Missing header files:
In the beginning, C compilers assumed that is you do not say otherwise,
functions take integer pararmeters, and return intergers. When C got
standardised this behaviour was made mandatory (to support legacy code),
despite the common knowledge that it is a really dumb thing to do. If
you miss out header files, things very badly wrong when the arguments
are not the same size as an int. Short and char get promoted to int,
when used as an argument. On 32-bit machines, sizeof(int) ==
sizeof(void *), and many programs to not use floating point, so the
disaster may not be obvious at first.
When things do go wrong, it will be because one of the arguments or
return values if a long, long long, (float gets that promoted to)
double, double, long double, or agregate type. The argument stack
created by the call will not be aligned with the way that the library
function reads arguments. This will cause library functions to receive
random arguments. If the library returns a value in two registers, or
a floating point register, the calling function will get random
results. Things get worse if the return value is a structure - this
is typically handled by adding an invisible first parameter that is
a pointer to where the result should be stored. If you miss out the
header files, some library functions will crap on some random piece
of memory.
The result is a pain to debug, so do not miss out the header files.

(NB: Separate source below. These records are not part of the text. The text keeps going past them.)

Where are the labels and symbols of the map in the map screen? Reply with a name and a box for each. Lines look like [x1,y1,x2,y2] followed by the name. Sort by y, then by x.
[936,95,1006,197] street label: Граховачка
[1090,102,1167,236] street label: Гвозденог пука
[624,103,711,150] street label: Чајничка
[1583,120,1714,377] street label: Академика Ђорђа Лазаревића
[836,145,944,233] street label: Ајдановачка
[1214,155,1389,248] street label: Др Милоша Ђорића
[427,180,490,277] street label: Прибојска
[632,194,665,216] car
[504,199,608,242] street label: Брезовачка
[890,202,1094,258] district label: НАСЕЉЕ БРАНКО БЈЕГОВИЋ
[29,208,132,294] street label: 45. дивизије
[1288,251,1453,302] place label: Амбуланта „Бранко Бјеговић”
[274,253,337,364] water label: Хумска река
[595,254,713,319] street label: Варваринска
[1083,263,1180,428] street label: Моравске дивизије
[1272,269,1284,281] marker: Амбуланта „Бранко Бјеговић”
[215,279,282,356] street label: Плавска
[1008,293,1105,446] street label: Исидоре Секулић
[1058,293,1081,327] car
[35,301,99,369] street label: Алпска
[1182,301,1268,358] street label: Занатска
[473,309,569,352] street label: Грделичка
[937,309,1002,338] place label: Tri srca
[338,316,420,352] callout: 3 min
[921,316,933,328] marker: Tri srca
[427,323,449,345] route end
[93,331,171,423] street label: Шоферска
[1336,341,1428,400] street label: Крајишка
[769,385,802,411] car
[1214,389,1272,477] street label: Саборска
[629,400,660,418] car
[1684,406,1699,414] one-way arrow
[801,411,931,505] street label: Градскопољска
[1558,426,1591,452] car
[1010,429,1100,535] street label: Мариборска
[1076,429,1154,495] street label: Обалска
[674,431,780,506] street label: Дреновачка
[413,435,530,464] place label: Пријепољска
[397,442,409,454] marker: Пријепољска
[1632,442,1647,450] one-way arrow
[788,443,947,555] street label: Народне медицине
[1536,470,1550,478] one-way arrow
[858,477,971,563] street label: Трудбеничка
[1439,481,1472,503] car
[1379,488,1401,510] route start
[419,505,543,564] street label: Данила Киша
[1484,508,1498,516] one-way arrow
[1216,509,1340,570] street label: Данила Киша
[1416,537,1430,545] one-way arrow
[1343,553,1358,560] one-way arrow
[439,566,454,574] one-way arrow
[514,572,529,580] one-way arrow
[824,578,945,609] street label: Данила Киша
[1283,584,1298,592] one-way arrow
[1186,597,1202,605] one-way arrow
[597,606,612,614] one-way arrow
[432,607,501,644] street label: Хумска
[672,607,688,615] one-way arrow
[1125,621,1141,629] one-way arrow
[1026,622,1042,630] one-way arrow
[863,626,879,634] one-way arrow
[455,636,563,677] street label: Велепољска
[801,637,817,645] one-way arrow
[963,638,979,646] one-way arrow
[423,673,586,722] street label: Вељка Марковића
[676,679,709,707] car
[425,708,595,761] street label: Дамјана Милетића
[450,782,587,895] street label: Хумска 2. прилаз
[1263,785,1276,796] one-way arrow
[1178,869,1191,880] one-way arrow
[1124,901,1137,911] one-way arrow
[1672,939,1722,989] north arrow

The following are the minimum required compiler switches for C:
-Wall Turns on all warnings
-W Turns on the other warnings
-Werror All warnings should be treated as errors.
(There is some excuse for missing out the last on for released
code when your code is being compiled by something other than
gcc with glibc on linux).
I would also recommend -std=gnu99 -D_GNU_SOURCE, but that is personal
taste. The first allows modern contructs in C without warnings, and
both allow Gnu extensions (to the compiler, and the C library) which
may make the program incompatible with other compilers and libraries.
Debugging C is difficult. I recommend not putting bugs in the code in
the first place. The compiler will find plenty for you if you let it.
Richard
--
Ambition is a poor excuse for not having enough sense to be lazy.